Posted by: Loren Coleman on August 13th, 2012


Standard black panther file photo.

A large feline spotted Sunday [March 31, 2012] near Grand Court Adrian has been identified by a law enforcement official as a black panther.

Trooper Sean Street from the Monroe post of the Michigan State Police responded at 5:51 p.m. to a report of a large feline walking in the field, according to a news release. Upon arriving at the scene, he watched the animal, approximately 2 feet in height and weighing about 30 pounds, walk across the field about 75 yards away and into a nearby woods.

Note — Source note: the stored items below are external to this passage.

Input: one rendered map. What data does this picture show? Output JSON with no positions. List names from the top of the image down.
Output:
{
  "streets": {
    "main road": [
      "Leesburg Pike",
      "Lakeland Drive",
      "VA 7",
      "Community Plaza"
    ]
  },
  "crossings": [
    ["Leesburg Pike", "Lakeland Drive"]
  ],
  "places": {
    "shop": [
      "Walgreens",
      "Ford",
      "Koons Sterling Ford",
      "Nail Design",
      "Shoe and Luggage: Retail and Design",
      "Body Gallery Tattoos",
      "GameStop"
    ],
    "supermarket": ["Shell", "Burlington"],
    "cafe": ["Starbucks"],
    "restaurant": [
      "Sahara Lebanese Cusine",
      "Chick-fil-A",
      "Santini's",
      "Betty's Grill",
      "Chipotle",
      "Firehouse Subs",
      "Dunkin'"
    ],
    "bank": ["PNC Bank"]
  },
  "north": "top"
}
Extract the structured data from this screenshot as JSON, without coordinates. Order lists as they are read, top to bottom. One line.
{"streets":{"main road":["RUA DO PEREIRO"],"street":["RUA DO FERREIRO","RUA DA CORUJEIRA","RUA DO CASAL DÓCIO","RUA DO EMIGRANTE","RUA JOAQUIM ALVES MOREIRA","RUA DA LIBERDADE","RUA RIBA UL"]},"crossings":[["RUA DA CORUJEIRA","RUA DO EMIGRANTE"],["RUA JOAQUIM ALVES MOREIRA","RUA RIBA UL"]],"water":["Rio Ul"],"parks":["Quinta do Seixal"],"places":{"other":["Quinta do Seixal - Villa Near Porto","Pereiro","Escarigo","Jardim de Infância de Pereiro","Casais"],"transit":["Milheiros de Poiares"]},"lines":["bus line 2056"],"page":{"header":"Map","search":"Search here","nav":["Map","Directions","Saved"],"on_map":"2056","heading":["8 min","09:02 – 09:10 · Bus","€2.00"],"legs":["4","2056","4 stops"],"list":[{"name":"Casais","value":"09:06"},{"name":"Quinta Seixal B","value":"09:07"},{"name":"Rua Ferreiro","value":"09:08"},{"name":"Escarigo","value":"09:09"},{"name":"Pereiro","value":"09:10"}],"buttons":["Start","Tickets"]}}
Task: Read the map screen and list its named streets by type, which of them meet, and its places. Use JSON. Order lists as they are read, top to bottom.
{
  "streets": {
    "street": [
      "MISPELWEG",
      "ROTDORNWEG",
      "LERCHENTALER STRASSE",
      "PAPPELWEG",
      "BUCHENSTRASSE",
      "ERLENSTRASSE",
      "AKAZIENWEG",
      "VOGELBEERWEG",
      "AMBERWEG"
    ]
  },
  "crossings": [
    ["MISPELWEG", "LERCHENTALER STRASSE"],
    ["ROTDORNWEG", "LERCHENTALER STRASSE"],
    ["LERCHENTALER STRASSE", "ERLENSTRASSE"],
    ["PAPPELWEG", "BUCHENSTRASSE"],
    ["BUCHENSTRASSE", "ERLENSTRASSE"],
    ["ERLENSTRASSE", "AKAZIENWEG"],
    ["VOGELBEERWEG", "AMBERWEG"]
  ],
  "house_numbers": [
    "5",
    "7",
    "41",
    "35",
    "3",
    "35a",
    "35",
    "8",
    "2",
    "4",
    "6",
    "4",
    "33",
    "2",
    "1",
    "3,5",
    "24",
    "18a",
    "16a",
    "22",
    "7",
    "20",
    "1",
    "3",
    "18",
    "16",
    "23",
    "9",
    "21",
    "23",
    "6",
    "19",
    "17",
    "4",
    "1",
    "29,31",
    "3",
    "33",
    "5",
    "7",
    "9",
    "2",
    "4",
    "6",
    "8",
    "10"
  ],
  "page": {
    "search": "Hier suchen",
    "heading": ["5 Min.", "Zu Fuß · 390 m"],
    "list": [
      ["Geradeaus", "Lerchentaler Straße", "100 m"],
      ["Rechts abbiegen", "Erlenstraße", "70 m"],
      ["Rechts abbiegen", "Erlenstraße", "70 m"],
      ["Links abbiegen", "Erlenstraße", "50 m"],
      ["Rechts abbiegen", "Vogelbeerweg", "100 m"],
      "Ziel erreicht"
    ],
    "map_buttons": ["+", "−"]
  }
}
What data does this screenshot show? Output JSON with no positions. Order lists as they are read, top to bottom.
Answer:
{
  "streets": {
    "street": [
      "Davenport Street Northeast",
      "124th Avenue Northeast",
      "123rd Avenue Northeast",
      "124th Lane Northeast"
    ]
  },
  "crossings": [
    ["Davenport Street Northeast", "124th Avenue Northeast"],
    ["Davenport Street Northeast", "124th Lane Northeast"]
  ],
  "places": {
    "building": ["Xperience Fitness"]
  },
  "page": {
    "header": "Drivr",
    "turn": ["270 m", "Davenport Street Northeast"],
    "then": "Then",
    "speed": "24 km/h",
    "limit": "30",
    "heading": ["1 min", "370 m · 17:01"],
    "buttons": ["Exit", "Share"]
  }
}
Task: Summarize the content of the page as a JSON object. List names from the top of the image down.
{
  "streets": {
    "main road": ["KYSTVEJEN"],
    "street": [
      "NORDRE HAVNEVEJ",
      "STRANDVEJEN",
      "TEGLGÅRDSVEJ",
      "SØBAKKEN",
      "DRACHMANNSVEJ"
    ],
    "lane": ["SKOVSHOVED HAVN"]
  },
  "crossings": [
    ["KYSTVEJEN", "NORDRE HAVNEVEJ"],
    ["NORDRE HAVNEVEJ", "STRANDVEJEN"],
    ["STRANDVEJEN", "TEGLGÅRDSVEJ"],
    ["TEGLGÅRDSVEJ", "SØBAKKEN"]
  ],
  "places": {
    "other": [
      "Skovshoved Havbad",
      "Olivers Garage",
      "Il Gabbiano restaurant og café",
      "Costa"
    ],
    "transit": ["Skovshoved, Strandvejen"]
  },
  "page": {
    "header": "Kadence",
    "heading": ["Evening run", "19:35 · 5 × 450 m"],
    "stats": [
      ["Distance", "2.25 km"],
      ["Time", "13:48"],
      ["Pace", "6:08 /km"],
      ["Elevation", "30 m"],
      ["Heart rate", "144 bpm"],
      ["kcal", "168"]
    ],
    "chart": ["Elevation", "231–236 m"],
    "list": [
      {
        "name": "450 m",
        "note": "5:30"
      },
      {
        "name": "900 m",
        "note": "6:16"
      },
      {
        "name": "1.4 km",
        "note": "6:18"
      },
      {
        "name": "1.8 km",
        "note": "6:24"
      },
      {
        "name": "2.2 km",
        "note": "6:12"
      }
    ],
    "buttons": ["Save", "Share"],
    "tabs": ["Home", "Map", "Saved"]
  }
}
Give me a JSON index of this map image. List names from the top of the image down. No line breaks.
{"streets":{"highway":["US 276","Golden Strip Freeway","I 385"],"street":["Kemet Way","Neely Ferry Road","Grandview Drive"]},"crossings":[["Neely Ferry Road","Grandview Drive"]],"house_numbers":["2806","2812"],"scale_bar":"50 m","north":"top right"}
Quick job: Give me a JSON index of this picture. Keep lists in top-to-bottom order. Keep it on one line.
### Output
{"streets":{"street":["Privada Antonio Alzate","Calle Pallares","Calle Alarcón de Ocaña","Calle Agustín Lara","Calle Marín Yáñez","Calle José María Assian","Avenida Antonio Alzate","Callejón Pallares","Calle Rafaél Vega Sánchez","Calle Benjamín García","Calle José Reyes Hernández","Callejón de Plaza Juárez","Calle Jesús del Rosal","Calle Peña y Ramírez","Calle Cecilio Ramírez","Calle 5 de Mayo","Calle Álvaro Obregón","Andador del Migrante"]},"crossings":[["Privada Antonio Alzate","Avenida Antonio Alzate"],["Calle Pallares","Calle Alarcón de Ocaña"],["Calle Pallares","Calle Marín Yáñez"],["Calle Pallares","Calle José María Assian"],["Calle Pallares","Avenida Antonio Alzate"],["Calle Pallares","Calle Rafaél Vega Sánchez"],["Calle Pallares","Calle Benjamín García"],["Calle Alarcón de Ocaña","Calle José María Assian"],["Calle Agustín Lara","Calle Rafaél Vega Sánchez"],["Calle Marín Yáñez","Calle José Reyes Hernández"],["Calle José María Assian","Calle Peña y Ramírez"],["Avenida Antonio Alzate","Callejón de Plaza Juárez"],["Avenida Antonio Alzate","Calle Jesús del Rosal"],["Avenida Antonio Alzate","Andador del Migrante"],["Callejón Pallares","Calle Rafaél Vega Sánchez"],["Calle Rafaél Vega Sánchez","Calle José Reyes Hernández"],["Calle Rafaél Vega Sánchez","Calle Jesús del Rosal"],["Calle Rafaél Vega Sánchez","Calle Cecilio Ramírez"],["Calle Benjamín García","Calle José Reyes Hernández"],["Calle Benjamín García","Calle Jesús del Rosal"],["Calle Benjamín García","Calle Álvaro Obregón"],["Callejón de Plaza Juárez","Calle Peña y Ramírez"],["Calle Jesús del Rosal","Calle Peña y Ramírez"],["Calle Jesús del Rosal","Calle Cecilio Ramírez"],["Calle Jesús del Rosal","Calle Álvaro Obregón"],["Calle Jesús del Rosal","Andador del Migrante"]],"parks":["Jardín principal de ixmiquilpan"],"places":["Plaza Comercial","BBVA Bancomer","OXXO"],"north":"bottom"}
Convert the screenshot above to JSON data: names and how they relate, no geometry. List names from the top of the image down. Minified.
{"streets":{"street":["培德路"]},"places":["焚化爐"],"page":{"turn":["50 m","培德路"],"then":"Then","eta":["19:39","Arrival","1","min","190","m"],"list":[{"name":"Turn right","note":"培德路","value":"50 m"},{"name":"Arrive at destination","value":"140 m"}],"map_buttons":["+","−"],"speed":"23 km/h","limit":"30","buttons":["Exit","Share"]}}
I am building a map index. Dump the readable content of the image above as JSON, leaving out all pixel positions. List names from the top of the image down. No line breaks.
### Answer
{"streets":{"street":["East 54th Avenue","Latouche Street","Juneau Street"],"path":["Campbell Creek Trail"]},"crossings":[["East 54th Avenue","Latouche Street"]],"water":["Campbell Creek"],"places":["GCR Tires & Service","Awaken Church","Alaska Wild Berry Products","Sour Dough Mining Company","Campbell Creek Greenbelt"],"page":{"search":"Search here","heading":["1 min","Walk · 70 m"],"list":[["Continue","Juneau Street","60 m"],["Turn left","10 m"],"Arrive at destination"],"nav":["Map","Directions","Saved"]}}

Doesn’t 30 pounds seem a bit small for a reportedly “large” Mystery Black Panther? A mountain lion female weighs between 64 and 141 pounds, and males can be as large as 220 pounds. Leopards weigh from 66 to 200 pounds for males, and 51 to 130 pounds for females.

“There is no doubt it was a panther,” Street said. “It was identical to what you see in National Geographic Magazine.”

(What is a exactly does it mean to say some cat is a “panther”? There are many meanings to the word. For more exact information, see here.)

Street said the panther did not appear to be aggressive, but he urges residents to be cautious and contact law enforcement officials if they spot the animal nearby, reported the Daily Telegraph.

Thanks to Chad Arment.

About Loren Coleman
Loren Coleman is one of the world’s leading cryptozoologists, some say “the” leading. Certainly, he is acknowledged as the current living American researcher and writer who has most popularized cryptozoology in the late 20th and early 21st centuries. Starting his fieldwork and investigations in 1960, after traveling and trekking extensively in pursuit of cryptozoological mysteries, Coleman began writing to share his experiences in 1969. An honorary member of Ivan T. Sanderson’s Society for the Investigation of the Unexplained in the 1970s, Coleman has been bestowed with similar honorary memberships of the North Idaho College Cryptozoology Club in 1983, and in subsequent years, that of the British Columbia Scientific Cryptozoology Club, CryptoSafari International, and other international organizations. He was also a Life Member and Benefactor of the International Society of Cryptozoology (now-defunct). Loren Coleman’s daily blog, as a member of the Cryptomundo Team, served as an ongoing avenue of communication for the ever-growing body of cryptozoo news from 2005 through 2013.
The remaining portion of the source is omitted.